Este ano, mais de 600 congressistas vão debater um tema chave: “Governança consciente: Quando as regras não bastam”.

Porque, mesmo que sejam óptimas, as regras não bastam: a essa conclusão chegaram também Ana Machado e Rafael Franco, professores da AESE Business School, e Marc Jacquinet, professor na Universidade Aberta, num estudo que será publicado em breve pelo IBGC num livro sobre ética, compliance e integridade.

Este estudo, que explora a perspectiva da alta direcção, centrou-se na utilização do sistema de controlo de gestão no sector bancário, nomeadamente na sua (in)suficiência para a minimização dos riscos inerentes ao sector financeiro. Os autores entrevistaram dez directores e membros da administração de diversas entidades bancárias de Portugal, Angola e Brasil e dois membros de órgãos de supervisão, procurando perceber a sua perspectiva e experiência relativamente à eficácia e aos factores críticos de sucesso do sistema de controlo de gestão. Foi também pesquisada a relevância da ética e da cultura da empresa na minimização dos riscos associados à actividade financeira.

Os principais riscos identificados no sector são a perda de reputação, solvabilidade e liquidez, constatando-se que o sistema de controlo interno e externo é insuficiente para a sua minimização. Alguns executivos consideram como factor determinante para a minimização dos riscos a cultura organizacional de transparência e sustentabilidade, formada e transmitida pelo exemplo, em particular da direcção de topo. Outros referiram que as principais falhas que conduzem a situações de risco – nomeadamente de crédito – têm origem na alta administração e não nos processos internos.
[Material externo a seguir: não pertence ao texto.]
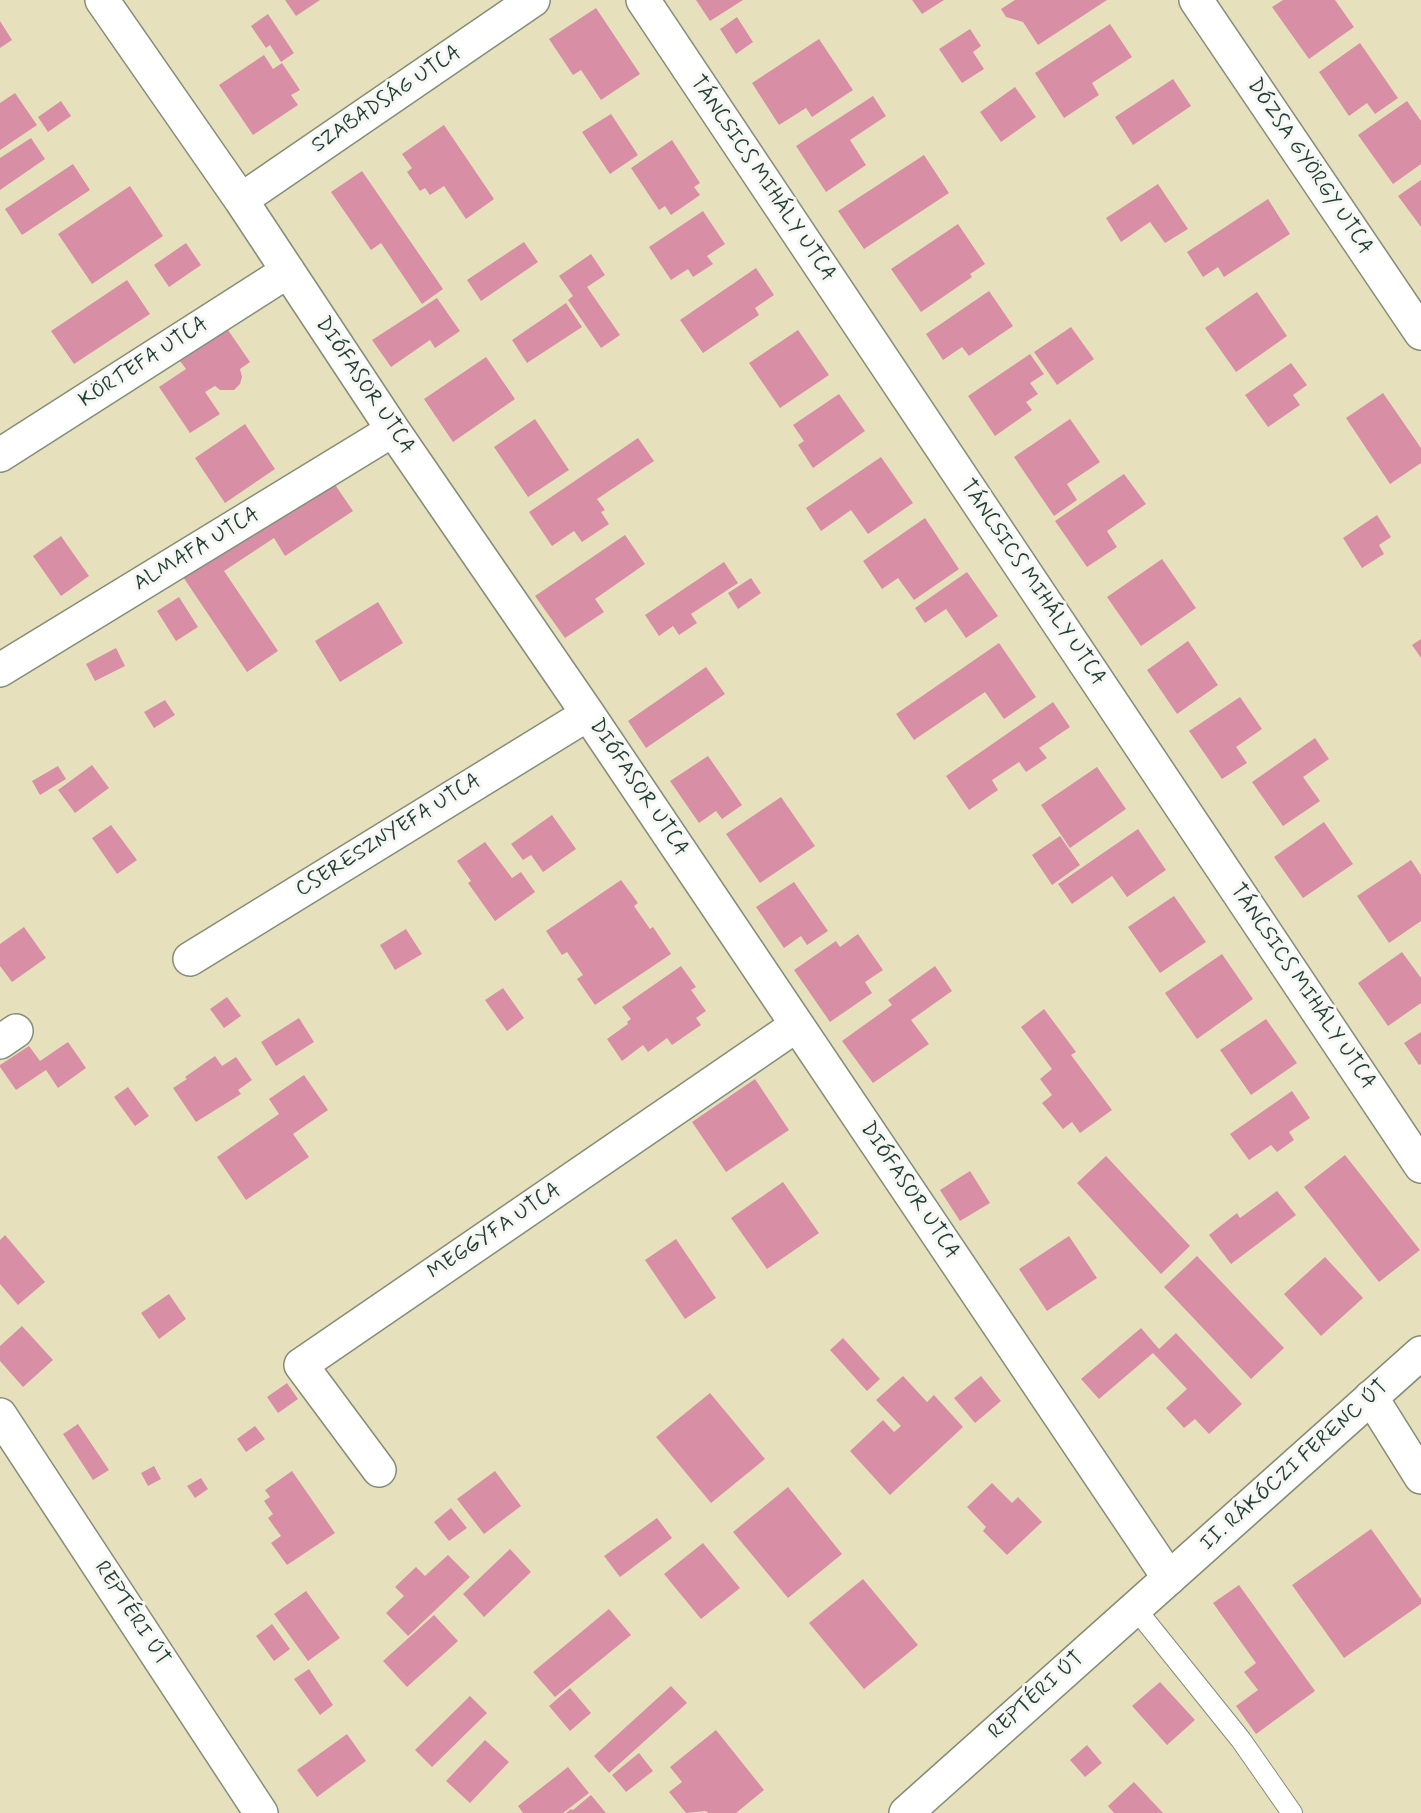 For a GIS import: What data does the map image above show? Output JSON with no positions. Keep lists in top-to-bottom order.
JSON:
{
  "streets": {
    "street": [
      "SZABADSÁG UTCA",
      "DÓZSA GYÖRGY UTCA",
      "TÁNCSICS MIHÁLY UTCA",
      "KÖRTEFA UTCA",
      "DIÓFASOR UTCA",
      "ALMAFA UTCA",
      "CSERESZNYEFA UTCA",
      "MEGGYFA UTCA",
      "II. RÁKÓCZI FERENC ÚT",
      "REPTÉRI ÚT"
    ]
  },
  "crossings": [
    ["SZABADSÁG UTCA", "DIÓFASOR UTCA"],
    ["KÖRTEFA UTCA", "DIÓFASOR UTCA"],
    ["DIÓFASOR UTCA", "ALMAFA UTCA"],
    ["DIÓFASOR UTCA", "CSERESZNYEFA UTCA"],
    ["DIÓFASOR UTCA", "MEGGYFA UTCA"],
    ["DIÓFASOR UTCA", "II. RÁKÓCZI FERENC ÚT"],
    ["DIÓFASOR UTCA", "REPTÉRI ÚT"],
    ["II. RÁKÓCZI FERENC ÚT", "REPTÉRI ÚT"]
  ]
}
As perspectivas dos executivos e dos supervisores

Ana Machado é Assistant Professor de Factor Humano na Organização e Ética da AESE

Como ‘norte’ da sua actuação, a maior parte dos executivos referiu, em primeiro lugar, o objectivo da rendibilidade, seguindo-se a importância da credibilidade ou reputação da instituição. Alguns referiram ainda metas de ser líderes de mercado ou de aumento da quota de mercado. Ao apontar estes objectivos, a rendibilidade foi associada à importância de remunerar os capitais próprios (accionistas) e à perenidade da instituição. Quanto à liderança de mercado e aumento de quota de mercado, dois executivos consideraram expressamente que estas motivações – às quais chamaram “ambição desmedida” – foram causa dos problemas recentes do sector. Um banco em concreto – que acabou por ser intervencionado e reestruturado – tinha objectivos de crescimento a dois dígitos no crédito concedido.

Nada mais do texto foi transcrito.